Usually, the focal point here is the premise that the explanation must be God. But let’s think about the possibilities here for a moment given what we know thus far. We know that the First Cause must be nonphysical and immaterial, a being that is beyond space and time. There are only two sorts of things that could fit that description: an abstract object like a number or an unembodied mind (obviously, we are arguing for dualism here). But abstract objects do not possess the properties of causation, they cannot cause anything. That is a part of what it means to be abstract. Therefore, the First Cause must be an unembodied Mind, and this is what believers refer to as God.

Counter-Arguments and Replies

Some would argue that the KCA (Kalam Cosmological Argument) is untrue because it rests on the principle of causation. And while we certainly believe that it applies to our everyday world, or our universe on a macro level, it doesn’t apply to the realm of quantum mechanics (the micro-level).  They point out that subatomic particles (or “virtual particles”) come into being from nothing and this invalidates the premises in the KCA.

But this is an abuse of science as well as just a play on words. The theories concerning QM (quantum mechanics) here have to do with particles originating as a fluctuation of the energy that is contained in an existing vacuum. “Nothing” here, in physics, does not mean “sheer nothingness” or a state of non-being, instead it is a sea of fluctuating energy that is governed by physical laws and having a physical structure.

In other words, “nothing” as it pertains to the context in which the KCA is formed, does not mean just “empty space”. Nothing is the absence of anything whatsoever, even space itself. I think this is similar to the difference between philosophies of Parmenides and Democritus about the state of non-being.  There needs to be a distinction between such states, using language to circumvent argumentation is neither productive nor is it intellectually honest.

Another objection may be that while there may be a first cause, it is not necessarily the case that it must be personal. But as I’ve already shown, the First Cause, containing the properties that it has, must be either an abstract object or an unembodied Mind (which of course, means it is personal). And since it cannot be an abstract object, it must be an unembodied Mind.

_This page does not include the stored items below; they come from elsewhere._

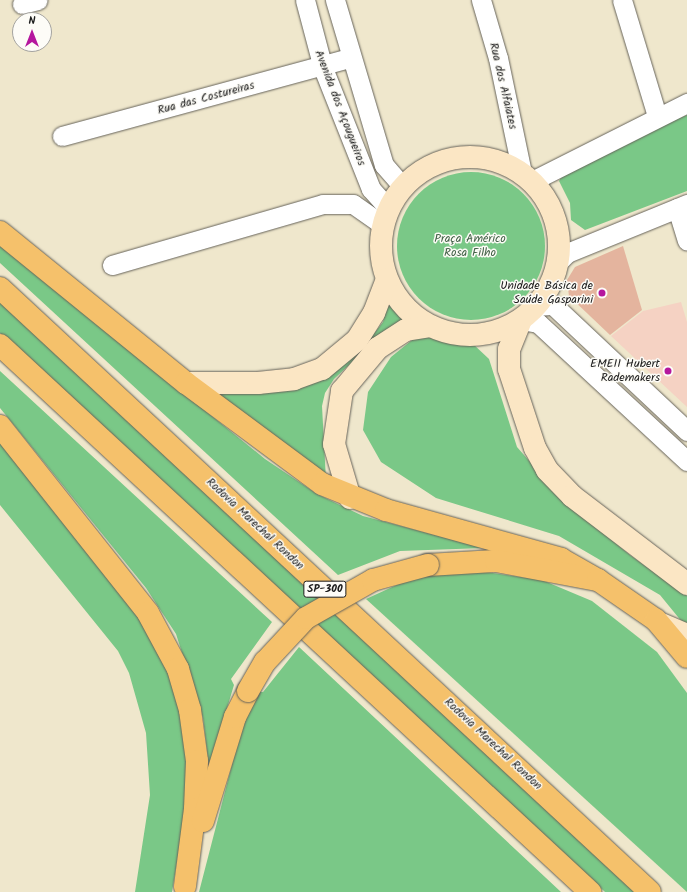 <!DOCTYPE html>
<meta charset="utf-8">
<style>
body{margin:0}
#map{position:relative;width:687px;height:892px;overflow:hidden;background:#efe7cc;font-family:Kalam,sans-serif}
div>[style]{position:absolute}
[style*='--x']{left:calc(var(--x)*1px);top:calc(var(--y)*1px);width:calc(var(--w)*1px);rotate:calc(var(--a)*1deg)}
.built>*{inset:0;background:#f5d2c3}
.green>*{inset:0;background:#7ac887}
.round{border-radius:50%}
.building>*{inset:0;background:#e4b49e}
.roads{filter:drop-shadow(0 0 1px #66635a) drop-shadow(0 0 1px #66635a)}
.street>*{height:19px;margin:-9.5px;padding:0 9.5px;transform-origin:9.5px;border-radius:9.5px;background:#fff}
.secondary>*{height:22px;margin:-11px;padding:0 11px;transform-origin:11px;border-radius:11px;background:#fbe6c4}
.secondary>.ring{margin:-11px;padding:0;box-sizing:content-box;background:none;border:22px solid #fbe6c4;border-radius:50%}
.highway>*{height:22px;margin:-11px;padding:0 11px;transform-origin:11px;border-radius:11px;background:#f5c16b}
.bridges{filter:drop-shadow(0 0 1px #66635a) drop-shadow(0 0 1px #66635a)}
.highway-bridge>*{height:22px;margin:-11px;padding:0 11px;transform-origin:11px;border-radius:11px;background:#f5c16b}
.dots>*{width:11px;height:11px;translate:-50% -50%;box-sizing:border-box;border:2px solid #fdfcf7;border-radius:50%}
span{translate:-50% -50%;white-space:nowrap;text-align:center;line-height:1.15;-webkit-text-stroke:3px #fdfcf7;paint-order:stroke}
.shield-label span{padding:1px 3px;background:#fdfcf7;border:1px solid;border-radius:3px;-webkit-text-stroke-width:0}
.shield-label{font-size:11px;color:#1c1c1c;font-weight:700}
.street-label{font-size:12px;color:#1c1c1c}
.park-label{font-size:12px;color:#426147}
.poi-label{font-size:12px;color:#1c1c1c}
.right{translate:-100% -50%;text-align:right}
.north{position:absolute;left:12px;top:12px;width:40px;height:40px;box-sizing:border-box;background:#fdfcf7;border:1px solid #a3a29f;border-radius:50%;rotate:0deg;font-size:11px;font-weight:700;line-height:16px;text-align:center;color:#1c1c1c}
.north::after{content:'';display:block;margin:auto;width:14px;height:18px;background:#b5179e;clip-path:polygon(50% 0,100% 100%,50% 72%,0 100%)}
</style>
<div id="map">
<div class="built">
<div style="clip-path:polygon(681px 302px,687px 322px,687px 407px,611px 336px,643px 311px)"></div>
</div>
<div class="green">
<div style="clip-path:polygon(687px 115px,687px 191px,585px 230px,571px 220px,570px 203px,559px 181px,570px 162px)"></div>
<div class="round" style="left:397px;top:172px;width:148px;height:148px"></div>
<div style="clip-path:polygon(0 245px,265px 459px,317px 494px,363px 516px,484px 548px,400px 551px,338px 575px,0 263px)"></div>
<div style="clip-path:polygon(390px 294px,415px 321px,366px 349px,334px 379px,325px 393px,322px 406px,326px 480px,216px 393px,365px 345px,383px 322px)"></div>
<div style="clip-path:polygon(0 302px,637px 892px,605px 892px,57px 386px,0 333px)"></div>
<div style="clip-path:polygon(422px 332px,472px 343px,489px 359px,517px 447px,566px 503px,630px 555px,687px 596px,687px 628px,660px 595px,559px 536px,436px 498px,381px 462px,363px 430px,368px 392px,391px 357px)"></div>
<div style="clip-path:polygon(0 371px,272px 622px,231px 679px,234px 685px,209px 768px,203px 718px,176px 634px,146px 588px,0 408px)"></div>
<div style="clip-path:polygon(0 442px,127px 600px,163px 657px,184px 725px,189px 790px,172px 892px,135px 892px,150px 795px,146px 733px,129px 673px,118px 651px,0 505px)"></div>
<div style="clip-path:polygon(486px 572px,542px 580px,592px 601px,657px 652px,687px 693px,687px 892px,366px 599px,412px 578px,434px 574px)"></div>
<div style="clip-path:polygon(299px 647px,561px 892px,199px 892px,243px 722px,258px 692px,263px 692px)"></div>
</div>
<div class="building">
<div style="clip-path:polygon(623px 246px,642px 310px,610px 335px,569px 296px,567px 280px,575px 267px)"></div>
</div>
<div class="roads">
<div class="street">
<div style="--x:305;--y:0;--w:70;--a:75.2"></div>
<div style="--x:323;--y:68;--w:130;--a:68.4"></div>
<div style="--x:371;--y:189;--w:27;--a:48"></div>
<div style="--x:335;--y:0;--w:172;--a:73.5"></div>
<div style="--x:384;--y:165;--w:29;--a:49"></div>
<div style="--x:481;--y:0;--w:60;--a:73.7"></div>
<div style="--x:498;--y:58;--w:117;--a:78.2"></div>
<div style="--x:622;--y:0;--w:121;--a:73.2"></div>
<div style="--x:22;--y:4;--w:16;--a:-14"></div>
<div style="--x:62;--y:136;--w:298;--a:-15.2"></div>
<div style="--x:532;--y:181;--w:174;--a:-26.7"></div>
<div style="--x:677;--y:208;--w:34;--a:73"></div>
<div style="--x:559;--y:261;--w:11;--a:-45"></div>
<div style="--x:567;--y:253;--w:130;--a:-22.2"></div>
<div style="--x:112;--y:265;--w:220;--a:-16.1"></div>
<div style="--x:323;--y:204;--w:30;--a:0"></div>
<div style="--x:353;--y:204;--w:37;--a:35"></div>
<div style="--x:537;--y:306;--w:16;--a:-4"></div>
<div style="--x:553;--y:305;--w:184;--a:43.2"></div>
<div style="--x:521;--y:320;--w:17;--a:10"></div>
<div style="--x:538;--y:323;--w:203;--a:42.8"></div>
</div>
<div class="secondary">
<div class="ring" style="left:381px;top:157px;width:156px;height:156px"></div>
<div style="--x:521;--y:320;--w:31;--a:112"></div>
<div style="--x:509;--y:349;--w:20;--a:90"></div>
<div style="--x:509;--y:369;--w:83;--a:71.8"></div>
<div style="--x:535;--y:448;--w:25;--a:61"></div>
<div style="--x:547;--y:470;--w:36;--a:46"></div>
<div style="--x:572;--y:496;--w:145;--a:37.4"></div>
<div style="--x:186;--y:383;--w:72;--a:0"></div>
<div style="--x:258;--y:383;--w:36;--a:-6"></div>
<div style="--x:294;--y:379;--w:30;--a:-20"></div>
<div style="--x:322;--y:369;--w:45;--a:-39.6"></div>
<div style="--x:357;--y:340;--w:32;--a:-58"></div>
<div style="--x:374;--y:313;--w:36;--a:-69"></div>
<div style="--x:350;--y:498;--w:56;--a:-106.5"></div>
<div style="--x:334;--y:444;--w:54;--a:-81.4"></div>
<div style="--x:342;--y:391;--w:56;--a:-50.1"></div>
<div style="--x:378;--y:348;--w:33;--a:-33"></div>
<div style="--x:406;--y:330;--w:24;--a:-9"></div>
<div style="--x:661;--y:624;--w:28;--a:23"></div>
</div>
<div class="highway">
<div style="--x:0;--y:232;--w:240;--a:39.1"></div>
<div style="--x:186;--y:383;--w:169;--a:36.6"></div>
<div style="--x:322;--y:484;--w:69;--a:22.1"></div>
<div style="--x:386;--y:510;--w:182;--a:15.6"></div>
<div style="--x:561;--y:559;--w:43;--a:29.6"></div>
<div style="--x:0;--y:288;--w:887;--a:42.9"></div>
<div style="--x:0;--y:345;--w:805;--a:42.83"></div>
<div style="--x:0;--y:426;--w:238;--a:51.6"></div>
<div style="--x:148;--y:613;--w:64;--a:61.8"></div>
<div style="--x:178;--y:669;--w:43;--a:73.7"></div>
<div style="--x:190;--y:710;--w:51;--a:82.2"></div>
<div style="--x:197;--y:761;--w:48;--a:92.4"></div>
<div style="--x:195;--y:809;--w:78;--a:97.4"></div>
<div style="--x:428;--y:565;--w:68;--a:-3.4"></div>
<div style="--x:496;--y:561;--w:104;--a:10.6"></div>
<div style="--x:598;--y:580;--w:70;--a:34.6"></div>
<div style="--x:656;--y:620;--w:48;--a:50"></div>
<div style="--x:203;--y:821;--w:109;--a:-72.9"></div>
<div style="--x:235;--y:717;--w:29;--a:-63"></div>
</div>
</div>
<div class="bridges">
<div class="highway-bridge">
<div style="--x:248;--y:691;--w:34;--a:-60"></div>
<div style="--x:265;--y:662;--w:60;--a:-47"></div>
<div style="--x:306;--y:618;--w:77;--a:-29.6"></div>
<div style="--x:373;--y:580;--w:57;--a:-15.3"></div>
</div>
</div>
<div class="dots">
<div style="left:602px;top:293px;background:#b5179e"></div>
<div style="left:668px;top:371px;background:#b5179e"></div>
</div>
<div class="shield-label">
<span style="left:325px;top:589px">SP-300</span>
</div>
<div class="street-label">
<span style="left:503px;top:86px;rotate:77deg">Rua dos Alfaiates</span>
<span style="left:206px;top:98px;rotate:-15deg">Rua das Costureiras</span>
<span style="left:340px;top:108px;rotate:69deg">Avenida dos Açougueiros</span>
<span style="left:255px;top:524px;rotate:43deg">Rodovia Marechal Rondon</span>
<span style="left:493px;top:744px;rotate:43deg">Rodovia Marechal Rondon</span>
</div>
<div class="park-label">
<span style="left:470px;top:246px">Praça Américo<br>Rosa Filho</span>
</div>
<div class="poi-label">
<span class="right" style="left:593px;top:293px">Unidade Básica de<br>Saúde Gasparini</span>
<span class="right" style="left:660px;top:371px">EMEII Hubert<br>Rademakers</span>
</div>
<div class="north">N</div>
</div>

But this is not the only reason for believing the First Cause must be personal. The First Cause, transcending time and space, is eternal, it is timeless. But the universe is a temporal effect.  That is, we have a temporal effect but a timeless cause.

Let’s take the example of a race car going around a track at 200 mph. The cause of reaching 200 mph is the acceleration of the car up to 200 mph. If the car had always been traveling at 200 mph, then it would be impossible for the car to begin to travel from 0, to 25, to 50, to 100, to 200 mph. But the car did begin to travel and it did begin to accelerate up to 200 mph. Likewise, the universe did begin to exist.

The cause of the universe has always been there, since it is timeless.  But the effect (the universe) is not.  This begs the question of course as to “Why not?” Shouldn’t the universe have been always there since the cause is?

Ghazali argued that a being with free will is the solution to the problem. God’s creating the universe is a free act that does not depend upon any existing conditions. This allows God’s act of creating to be something spontaneous and new and its effect to be temporal.  And as Dr. William Lane Craig explains, “the act of creation is simultaneous with the existence of the universe. God is timeless in His state of being without the universe, but when the universe is created He is in time”.

 Conclusion

It is indeed the case that a belief in God can be reasonable, that there are arguments for God’s existence and these arguments are not centered on tradition or superstition, but rather reason and philosophy. I have presented two arguments to support my conclusion. I have also addressed a couple of potential opposing arguments and exposed the problems with these counter-arguments.